Title

Chapter 6 Managing package versions

6.1 Learning Objectives

This chapter will demonstrate how to: Understand that versions of software influence analysis outcomes. Find what package versions you are using. Print session info in all of your analyses so it is more clear what packages and versions you are using.

As we discussed previously, sometimes two different researchers can run the same code and same data and get different results!

Ruby the researcher and Avi the associate are both very confused and slightly horrified that they both ran the same code and data but received different results.

What Ruby and Avi may not realize is that although they may have used the same code and data, the software packages that they have on each of their computers might be very different. Even if they have the same software packages, they likely don’t have the same versions and versions can influence results! Different computing environments are not only a headache to detangle, they also can influence the reproducibility of your results (Beaulieu-Jones and Greene 2017).

Ruby has a particular computing environment she has developed her code from. This computing environment is represented as a bubble above her computer with various hexagons with version numbers as well as Rstudio and R installed on her computer. Her code ran just fine on her particular computing environment. Avi attempted to run Ruby’s code on his very different local computing environment and got an error. His computer runs the same code but came up with a different result!

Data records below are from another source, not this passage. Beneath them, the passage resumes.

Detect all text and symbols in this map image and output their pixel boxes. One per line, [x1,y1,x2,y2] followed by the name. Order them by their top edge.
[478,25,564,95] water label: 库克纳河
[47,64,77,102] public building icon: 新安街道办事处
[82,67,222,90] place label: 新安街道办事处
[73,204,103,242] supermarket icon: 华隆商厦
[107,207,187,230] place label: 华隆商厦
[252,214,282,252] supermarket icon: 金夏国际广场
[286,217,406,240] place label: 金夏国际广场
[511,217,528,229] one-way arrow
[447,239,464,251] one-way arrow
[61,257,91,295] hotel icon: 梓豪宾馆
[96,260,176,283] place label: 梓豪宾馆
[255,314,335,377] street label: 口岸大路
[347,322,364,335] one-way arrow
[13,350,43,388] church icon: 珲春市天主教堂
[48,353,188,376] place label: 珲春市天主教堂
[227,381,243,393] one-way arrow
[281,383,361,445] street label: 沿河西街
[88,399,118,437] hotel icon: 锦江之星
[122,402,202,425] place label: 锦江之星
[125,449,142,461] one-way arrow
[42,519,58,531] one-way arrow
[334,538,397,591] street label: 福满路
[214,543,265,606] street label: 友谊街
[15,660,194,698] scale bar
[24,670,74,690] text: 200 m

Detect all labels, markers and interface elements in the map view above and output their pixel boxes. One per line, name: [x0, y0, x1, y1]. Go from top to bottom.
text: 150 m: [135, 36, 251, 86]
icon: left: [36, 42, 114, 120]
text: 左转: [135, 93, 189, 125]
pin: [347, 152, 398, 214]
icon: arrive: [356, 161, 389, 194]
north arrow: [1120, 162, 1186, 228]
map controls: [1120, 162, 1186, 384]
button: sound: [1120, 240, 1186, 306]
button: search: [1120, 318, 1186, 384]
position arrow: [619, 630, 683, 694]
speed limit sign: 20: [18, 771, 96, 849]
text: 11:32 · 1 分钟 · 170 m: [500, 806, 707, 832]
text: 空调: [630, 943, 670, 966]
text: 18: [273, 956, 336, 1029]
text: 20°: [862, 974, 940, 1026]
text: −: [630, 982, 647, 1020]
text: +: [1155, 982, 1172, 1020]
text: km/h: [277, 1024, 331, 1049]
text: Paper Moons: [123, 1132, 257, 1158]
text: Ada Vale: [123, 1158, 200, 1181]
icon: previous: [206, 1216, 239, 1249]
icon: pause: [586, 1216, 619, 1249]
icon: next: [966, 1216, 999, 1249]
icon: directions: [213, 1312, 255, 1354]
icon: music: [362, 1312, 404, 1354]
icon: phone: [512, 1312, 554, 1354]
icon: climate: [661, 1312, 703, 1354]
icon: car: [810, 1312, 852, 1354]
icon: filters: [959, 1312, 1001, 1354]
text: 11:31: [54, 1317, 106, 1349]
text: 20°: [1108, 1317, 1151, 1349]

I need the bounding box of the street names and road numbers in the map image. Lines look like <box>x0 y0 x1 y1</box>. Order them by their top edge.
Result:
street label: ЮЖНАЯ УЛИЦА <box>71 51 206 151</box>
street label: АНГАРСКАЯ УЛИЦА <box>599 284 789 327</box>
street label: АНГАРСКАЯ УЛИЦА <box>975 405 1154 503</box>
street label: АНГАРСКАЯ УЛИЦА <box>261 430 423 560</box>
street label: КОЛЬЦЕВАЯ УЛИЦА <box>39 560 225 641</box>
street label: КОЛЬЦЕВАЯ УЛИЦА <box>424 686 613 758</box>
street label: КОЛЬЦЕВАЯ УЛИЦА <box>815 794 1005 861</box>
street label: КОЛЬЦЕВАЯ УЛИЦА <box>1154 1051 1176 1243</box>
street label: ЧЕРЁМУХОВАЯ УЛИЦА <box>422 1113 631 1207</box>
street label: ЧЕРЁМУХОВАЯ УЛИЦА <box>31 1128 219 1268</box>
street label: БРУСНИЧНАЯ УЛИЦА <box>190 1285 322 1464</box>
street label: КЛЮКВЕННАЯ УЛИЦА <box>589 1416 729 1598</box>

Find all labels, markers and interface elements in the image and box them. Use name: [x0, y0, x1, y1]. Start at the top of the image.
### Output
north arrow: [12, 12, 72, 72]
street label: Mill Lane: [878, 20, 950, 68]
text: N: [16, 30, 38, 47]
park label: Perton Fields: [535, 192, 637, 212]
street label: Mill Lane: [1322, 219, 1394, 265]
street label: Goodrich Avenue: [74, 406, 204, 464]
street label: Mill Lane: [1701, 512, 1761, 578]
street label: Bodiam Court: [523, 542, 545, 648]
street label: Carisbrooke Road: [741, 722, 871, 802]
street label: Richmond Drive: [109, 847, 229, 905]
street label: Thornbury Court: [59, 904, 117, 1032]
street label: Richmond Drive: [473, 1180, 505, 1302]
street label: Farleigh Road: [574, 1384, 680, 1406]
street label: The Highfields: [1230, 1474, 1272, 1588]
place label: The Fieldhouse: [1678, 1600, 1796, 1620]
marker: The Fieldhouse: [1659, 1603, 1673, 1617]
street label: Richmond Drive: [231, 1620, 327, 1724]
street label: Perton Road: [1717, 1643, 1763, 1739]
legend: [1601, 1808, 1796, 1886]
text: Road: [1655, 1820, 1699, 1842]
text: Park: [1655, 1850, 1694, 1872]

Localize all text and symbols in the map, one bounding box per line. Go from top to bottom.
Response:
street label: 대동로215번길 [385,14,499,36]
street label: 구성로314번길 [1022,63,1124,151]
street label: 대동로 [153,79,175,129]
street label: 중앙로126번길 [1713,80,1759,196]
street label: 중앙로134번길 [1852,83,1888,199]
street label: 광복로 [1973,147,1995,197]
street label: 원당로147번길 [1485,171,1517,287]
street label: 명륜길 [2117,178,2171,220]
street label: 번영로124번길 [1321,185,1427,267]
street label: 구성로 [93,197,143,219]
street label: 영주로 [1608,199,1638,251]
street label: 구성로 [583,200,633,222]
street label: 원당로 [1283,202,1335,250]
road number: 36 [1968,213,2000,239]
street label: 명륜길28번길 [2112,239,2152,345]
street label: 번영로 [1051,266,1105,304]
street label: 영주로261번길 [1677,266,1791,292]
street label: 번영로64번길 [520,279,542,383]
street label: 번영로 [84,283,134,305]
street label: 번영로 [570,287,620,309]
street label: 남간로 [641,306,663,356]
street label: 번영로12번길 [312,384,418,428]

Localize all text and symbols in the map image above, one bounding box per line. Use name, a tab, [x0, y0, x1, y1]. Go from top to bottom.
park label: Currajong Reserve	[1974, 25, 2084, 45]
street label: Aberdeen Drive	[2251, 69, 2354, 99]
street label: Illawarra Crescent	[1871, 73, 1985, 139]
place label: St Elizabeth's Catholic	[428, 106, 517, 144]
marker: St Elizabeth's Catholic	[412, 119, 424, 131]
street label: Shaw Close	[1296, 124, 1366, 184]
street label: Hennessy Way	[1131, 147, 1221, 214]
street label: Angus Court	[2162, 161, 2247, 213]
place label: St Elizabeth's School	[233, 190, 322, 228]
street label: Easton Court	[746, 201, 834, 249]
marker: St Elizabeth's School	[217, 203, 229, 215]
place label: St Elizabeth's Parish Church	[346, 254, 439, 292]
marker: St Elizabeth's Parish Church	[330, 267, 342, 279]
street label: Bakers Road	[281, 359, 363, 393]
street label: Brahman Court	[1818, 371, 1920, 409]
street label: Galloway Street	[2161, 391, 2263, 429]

There are multiple ways to deal with variations in computing environments so that your analyses will be reproducible and we will discuss a few different strategies for tackling this problem in this course and its follow up course. But for now, we will start with the least intensive to implement: session info.

There are two strategies for dealing with software versions that we will discuss in this chapter. Either of these strategies can be used alone or you can use both. They address different aspects of the computing environment discrepancy problem.

6.1.1 Strategy 1: Session Info - record a list of your packages

One strategy to combat different software versions is to list the session info. This is the easiest (though not most comprehensive) method for handling differences in software versions is to have your code list details about your computing environment.

Session info can lead to clues as to why results weren’t reproducible. For example, if both Avi and Ruby ran notebooks and included a session info print out it may look like this:

Two session info print outs are show side by side. One is labeled as ‘Ruby’s session info print out’ and the other as ‘Avi’s session info print out’. Highlighted we can see that they have different R versions: 4.0.2 vs 4.0.5. They also have different operating systems. The packages they have attached is rmarkdown but they also have different rmarkdown package versions!  If Avi and Ruby have discrepancies in their results, the session info print out gives a record which may have clues to why that might be! This can give them items to look into for determining why the results didn’t reproduce as expected.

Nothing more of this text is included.